**Problem description:**
Every line of the entries with the word "bottom" in it should be shown.

**Input data:**

*** Begin section ***

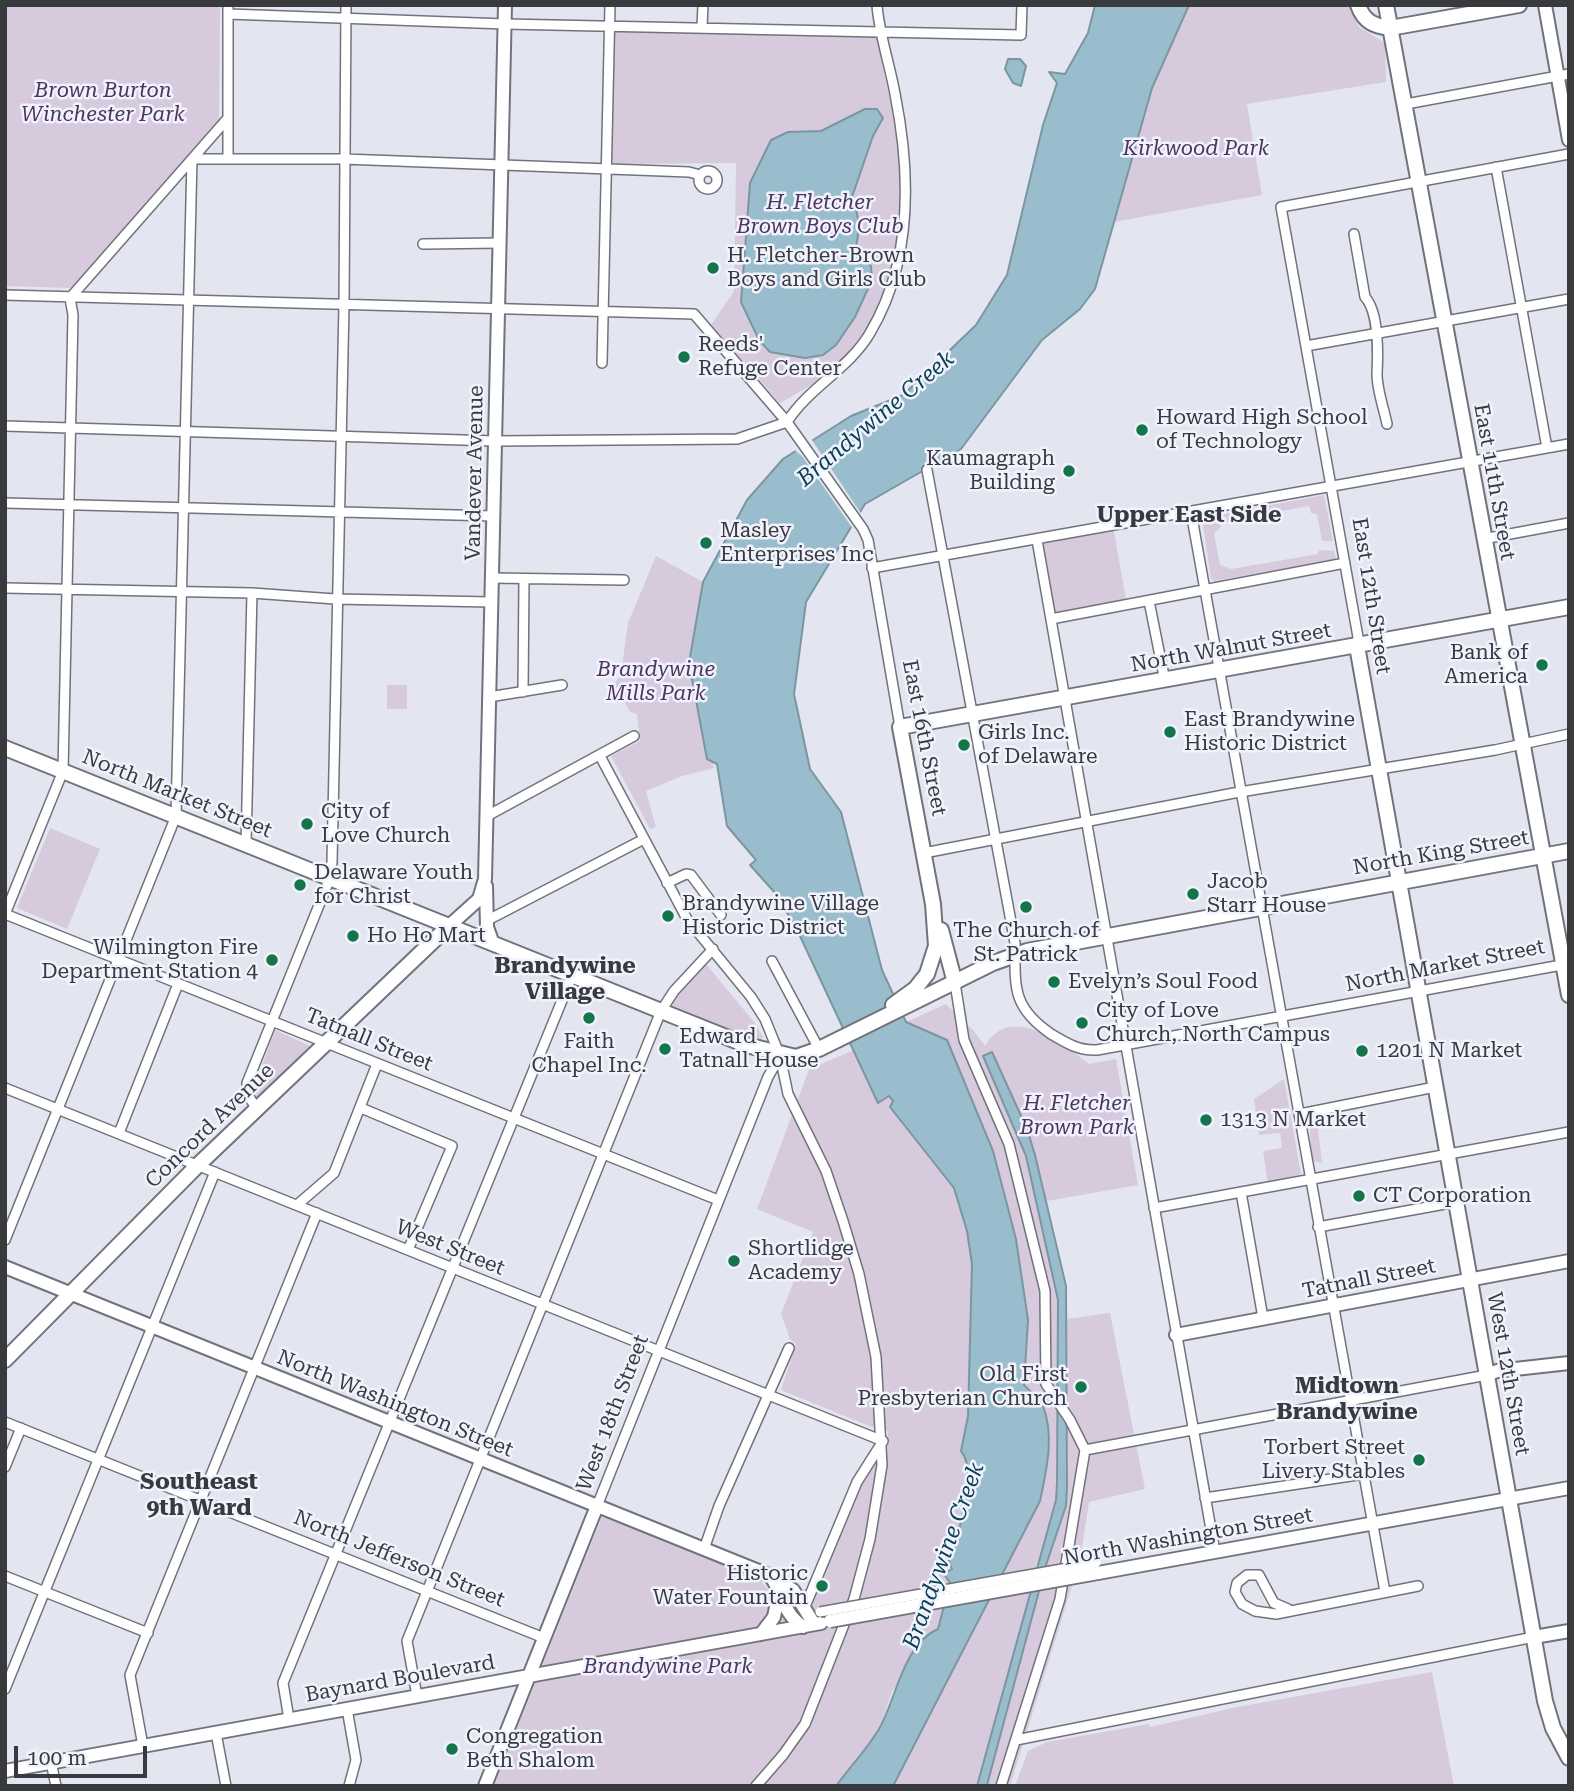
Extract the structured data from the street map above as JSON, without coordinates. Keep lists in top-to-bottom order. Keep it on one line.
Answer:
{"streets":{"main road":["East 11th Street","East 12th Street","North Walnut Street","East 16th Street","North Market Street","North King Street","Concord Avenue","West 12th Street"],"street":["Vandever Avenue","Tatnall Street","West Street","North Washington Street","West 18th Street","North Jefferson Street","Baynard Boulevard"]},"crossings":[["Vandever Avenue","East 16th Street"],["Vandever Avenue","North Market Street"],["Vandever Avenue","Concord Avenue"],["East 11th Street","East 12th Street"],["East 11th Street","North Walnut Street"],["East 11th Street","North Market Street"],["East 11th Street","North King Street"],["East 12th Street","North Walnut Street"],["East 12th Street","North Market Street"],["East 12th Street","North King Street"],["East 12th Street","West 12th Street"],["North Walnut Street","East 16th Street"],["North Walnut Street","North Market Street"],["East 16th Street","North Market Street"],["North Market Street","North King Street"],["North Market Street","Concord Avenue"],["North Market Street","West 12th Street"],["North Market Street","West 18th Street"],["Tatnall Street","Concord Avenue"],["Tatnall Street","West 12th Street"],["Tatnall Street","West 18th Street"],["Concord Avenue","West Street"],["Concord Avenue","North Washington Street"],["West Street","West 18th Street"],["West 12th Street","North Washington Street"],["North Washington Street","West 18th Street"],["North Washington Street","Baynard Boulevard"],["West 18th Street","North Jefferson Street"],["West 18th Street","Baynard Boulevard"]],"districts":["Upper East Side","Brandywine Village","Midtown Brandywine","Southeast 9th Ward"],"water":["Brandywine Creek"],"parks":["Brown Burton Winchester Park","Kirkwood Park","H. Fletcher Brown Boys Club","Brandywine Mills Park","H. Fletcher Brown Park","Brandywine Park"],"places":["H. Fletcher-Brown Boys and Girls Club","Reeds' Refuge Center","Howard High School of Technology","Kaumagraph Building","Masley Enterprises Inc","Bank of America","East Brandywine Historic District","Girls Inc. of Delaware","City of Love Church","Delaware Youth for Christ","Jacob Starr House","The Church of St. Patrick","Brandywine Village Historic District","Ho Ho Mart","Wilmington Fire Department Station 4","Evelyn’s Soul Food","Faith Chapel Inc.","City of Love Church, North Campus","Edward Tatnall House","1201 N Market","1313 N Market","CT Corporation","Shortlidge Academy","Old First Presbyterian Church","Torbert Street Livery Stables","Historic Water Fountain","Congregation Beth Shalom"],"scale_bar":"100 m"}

*** End section ***
*** Begin section ***

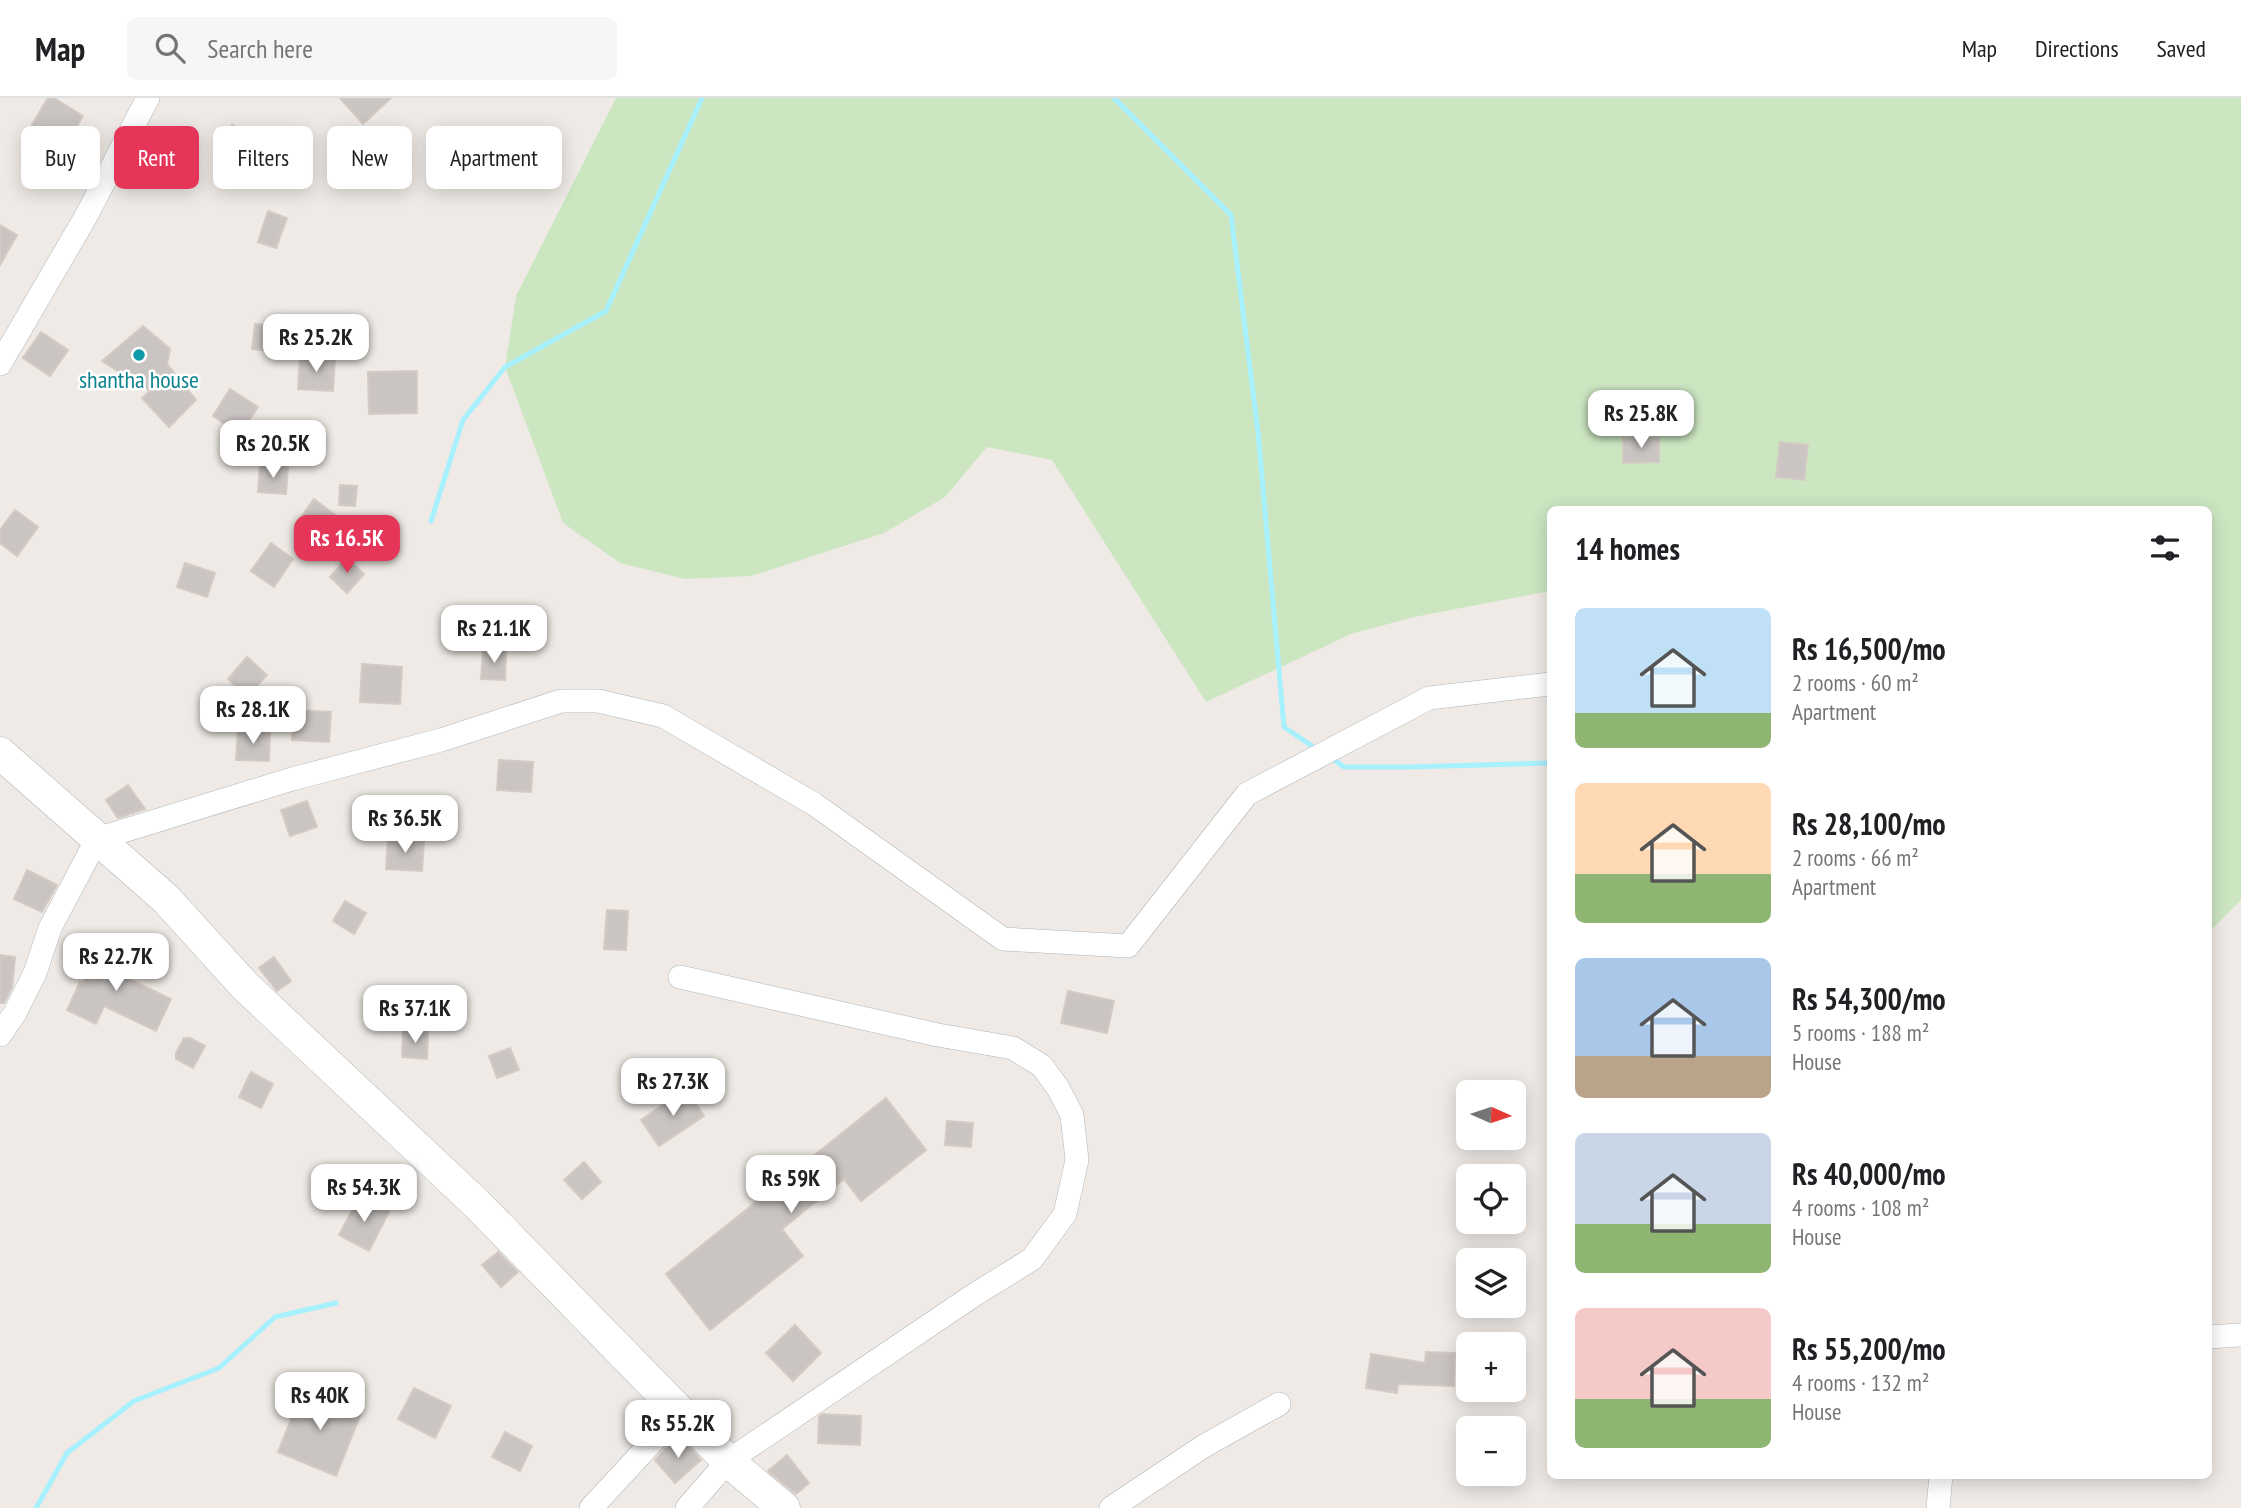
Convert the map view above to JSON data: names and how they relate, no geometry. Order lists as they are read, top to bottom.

*** End section ***

**Solution to this task:**
Extract the structured data from the street map above as JSON, without coordinates. Keep lists in top-to-bottom order. Keep it on one line.
Convert the map view above to JSON data: names and how they relate, no geometry. Order lists as they are read, top to bottom.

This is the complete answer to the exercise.